- Opening Delimiter -

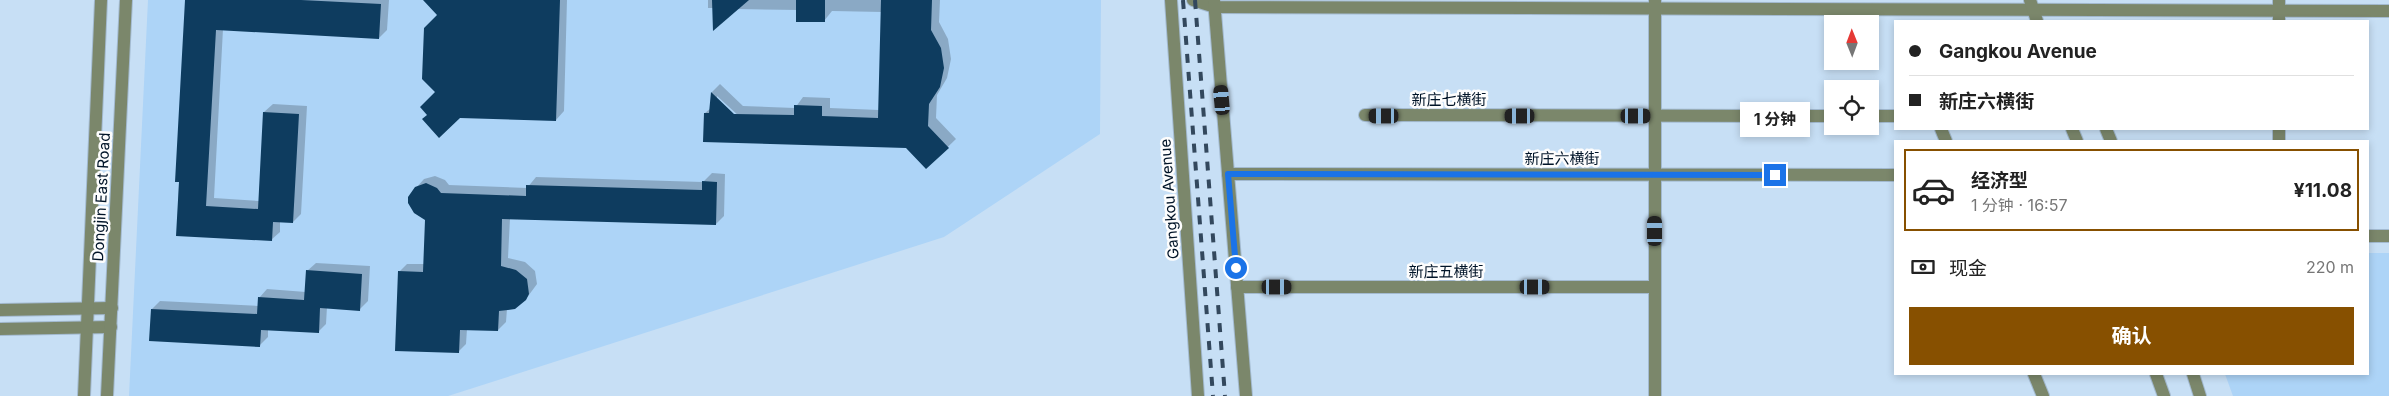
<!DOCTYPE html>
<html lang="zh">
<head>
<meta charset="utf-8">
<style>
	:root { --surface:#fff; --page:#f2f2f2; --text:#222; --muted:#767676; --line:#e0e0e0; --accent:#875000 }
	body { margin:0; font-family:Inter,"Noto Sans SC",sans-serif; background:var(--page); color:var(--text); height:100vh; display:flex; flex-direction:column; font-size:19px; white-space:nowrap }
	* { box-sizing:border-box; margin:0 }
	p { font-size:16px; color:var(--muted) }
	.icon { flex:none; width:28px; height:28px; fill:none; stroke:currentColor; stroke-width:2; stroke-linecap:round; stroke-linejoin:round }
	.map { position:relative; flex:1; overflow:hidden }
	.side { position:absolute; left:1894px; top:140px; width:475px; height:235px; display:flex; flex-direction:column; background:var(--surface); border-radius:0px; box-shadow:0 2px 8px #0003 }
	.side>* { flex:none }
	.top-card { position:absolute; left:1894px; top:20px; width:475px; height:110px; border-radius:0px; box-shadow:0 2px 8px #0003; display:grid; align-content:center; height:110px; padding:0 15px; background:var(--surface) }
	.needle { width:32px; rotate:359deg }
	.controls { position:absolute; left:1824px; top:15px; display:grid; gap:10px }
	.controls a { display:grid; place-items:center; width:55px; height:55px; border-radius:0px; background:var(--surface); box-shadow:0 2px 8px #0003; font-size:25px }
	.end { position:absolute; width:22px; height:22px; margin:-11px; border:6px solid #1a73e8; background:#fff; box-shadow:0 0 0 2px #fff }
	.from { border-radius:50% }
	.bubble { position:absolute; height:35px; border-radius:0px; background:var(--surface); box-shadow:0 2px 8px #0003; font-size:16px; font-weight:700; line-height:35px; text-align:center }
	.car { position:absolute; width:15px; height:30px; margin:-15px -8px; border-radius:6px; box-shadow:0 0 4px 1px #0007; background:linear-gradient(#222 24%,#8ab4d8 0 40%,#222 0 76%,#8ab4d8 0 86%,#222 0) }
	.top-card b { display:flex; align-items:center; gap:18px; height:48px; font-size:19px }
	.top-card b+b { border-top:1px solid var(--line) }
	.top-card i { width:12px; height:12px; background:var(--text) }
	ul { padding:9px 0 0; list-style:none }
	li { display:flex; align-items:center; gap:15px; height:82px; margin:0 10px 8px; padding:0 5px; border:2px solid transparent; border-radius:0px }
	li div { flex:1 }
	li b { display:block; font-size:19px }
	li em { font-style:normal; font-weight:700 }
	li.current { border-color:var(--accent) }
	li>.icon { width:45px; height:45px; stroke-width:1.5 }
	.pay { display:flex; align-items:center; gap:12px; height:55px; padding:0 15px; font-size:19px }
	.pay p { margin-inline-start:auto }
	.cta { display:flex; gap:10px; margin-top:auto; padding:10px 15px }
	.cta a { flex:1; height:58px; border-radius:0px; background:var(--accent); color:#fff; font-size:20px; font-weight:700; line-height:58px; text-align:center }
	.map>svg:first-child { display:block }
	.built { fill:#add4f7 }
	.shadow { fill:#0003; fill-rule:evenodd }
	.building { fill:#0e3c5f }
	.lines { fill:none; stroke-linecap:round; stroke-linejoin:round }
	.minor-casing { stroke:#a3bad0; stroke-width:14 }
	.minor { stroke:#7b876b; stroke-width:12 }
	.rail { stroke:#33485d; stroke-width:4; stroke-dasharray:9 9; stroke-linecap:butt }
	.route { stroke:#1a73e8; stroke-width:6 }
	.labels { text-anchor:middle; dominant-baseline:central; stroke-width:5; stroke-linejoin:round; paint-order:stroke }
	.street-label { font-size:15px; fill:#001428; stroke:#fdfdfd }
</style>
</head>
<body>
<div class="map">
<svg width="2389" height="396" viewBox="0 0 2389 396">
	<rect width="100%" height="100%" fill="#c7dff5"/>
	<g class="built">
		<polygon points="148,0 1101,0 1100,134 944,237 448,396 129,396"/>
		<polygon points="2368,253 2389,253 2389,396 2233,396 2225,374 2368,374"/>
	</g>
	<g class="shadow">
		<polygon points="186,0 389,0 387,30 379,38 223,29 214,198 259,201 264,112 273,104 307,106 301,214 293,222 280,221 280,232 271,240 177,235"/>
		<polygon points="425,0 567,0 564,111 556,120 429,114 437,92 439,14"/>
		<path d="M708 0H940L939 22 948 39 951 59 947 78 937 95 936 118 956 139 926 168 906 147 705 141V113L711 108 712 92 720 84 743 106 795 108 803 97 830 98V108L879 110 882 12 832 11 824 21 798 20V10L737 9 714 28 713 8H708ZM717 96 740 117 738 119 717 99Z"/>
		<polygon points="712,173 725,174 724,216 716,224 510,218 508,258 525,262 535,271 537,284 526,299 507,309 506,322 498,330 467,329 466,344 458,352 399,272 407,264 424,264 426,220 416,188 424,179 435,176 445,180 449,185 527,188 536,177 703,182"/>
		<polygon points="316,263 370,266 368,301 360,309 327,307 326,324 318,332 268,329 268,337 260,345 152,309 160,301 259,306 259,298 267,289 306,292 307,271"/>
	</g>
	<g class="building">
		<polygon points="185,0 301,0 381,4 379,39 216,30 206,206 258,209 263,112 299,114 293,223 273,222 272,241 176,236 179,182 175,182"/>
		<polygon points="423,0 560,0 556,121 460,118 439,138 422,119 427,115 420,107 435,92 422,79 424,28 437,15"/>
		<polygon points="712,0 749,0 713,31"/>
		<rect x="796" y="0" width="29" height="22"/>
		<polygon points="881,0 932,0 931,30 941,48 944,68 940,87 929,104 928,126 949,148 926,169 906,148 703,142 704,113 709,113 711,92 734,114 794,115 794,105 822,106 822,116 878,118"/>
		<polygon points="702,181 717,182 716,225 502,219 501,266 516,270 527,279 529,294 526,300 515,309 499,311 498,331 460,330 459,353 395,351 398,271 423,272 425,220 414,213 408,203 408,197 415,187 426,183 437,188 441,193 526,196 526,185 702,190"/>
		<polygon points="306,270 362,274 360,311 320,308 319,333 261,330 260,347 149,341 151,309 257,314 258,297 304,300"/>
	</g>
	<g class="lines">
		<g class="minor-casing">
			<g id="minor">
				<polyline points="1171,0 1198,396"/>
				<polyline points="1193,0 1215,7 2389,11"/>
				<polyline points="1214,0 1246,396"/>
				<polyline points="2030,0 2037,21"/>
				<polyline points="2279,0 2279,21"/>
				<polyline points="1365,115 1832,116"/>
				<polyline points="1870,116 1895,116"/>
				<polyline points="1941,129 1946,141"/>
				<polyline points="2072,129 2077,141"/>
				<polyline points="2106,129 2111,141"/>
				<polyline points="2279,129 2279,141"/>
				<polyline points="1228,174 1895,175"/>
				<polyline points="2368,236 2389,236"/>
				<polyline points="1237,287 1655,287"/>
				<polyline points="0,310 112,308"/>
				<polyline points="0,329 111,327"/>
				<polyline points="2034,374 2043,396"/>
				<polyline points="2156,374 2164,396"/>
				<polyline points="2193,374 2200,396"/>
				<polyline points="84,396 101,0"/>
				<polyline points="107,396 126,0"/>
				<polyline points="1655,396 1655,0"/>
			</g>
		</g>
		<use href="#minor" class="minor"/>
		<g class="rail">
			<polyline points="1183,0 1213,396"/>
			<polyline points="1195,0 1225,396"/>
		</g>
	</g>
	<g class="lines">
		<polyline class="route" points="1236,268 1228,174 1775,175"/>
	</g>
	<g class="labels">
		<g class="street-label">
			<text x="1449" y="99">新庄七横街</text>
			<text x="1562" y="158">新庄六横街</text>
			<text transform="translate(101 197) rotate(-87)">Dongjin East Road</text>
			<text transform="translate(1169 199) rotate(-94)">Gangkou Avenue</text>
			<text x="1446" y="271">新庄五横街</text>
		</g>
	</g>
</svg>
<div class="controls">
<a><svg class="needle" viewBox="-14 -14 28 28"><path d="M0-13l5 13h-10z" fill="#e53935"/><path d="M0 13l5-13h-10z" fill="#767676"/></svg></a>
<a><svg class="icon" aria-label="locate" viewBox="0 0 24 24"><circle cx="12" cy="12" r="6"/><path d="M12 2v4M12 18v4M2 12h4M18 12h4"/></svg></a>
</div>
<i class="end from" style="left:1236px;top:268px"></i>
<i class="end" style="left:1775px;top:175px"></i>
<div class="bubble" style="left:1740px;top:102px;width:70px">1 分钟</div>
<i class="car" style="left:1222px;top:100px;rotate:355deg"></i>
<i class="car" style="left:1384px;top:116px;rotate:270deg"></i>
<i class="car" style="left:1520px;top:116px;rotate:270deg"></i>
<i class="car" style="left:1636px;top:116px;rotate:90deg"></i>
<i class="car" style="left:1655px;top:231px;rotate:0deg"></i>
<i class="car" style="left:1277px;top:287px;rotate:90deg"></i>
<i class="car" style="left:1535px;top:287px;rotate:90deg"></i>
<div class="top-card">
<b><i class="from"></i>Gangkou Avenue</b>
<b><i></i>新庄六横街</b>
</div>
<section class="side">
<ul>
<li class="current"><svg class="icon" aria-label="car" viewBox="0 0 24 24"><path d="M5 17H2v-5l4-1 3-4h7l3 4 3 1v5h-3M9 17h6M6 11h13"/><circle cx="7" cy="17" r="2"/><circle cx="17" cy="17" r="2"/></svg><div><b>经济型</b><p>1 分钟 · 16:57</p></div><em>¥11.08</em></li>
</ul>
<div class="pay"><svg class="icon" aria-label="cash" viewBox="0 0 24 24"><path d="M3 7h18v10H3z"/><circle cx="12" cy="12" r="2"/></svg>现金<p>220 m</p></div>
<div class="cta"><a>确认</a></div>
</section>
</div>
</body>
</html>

- Closing Delimiter -

▶ [Exercise description]
Working from the entries above, filter out every line that lacks "controls" and copy what remains.

▶ [Problem solution]
	.controls { position:absolute; left:1824px; top:15px; display:grid; gap:10px }
	.controls a { display:grid; place-items:center; width:55px; height:55px; border-radius:0px; background:var(--surface); box-shadow:0 2px 8px #0003; font-size:25px }
<div class="controls">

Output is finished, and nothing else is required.